Ok, ill try my best to make this sweet and short...

My wife and I have been seperated for almost 2 years now. We split this last time beause I thought she was cheating on me. She had done it before and i thought she was at it again. I cheated on her and ended up staying with that girl for 6 months. Basically my rebound. Well she went off and got her self a rebound too. Hers help get sober, she had a drinking problem.

So now here we are 2 years later and weve messed around in these 2 years here and there.I get Divorce papers served to me 2 weeks ago and it hit me really hard. She wouldnt talk to me or anything. We get up to the courthouse and she starts crying her eyes out. I try to ignore her and walk outside for a smoke. She catches up to me and starts talking to me about how shes scared and doesnt know what shes really doing. She seemed really nice.

Next day I get a phone call from her and she asks me if I have anything to say to her. Anything at all. I tell her Ive said everything there is to say tio you. She asks me to say it again. I tell her to tell me something she wants to say. She says shes scared. I say scared? Of what? She says to come back. My heart started pumping again at that moment. I tell her Im scared of you too, but I think I Love you more than Im scared of you.

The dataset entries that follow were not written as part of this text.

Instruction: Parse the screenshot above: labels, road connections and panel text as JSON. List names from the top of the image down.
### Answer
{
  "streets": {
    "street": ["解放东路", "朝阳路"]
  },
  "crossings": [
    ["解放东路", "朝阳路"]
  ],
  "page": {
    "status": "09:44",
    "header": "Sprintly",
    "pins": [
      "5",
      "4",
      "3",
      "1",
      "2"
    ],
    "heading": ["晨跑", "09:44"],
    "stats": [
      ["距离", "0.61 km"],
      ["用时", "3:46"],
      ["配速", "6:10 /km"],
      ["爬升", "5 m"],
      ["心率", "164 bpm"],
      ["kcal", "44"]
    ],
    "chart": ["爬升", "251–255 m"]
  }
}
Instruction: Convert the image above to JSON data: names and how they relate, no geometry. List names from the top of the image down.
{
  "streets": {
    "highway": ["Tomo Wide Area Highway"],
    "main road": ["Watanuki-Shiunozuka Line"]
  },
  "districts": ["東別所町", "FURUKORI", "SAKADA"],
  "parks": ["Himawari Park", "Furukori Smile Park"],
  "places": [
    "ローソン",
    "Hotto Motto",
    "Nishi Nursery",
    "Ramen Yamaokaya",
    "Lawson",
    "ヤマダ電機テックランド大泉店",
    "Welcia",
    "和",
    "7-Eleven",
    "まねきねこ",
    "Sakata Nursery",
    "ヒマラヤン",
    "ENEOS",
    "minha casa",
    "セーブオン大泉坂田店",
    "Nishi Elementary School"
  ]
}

Past week shes been coming over and talking to me. She wants to leave her boyfriend and wants to put the family back together.

Theres nothing I want more than my family and the Love of life back. At the same time my heads spinning.Why now? I mean I understand something dramatic can trigger her to open her eyes to whats really going on and all. But Ive got this anxiety everytime I get off the phone with her or she leaves.When shes here Im OK.

Does this happen alot?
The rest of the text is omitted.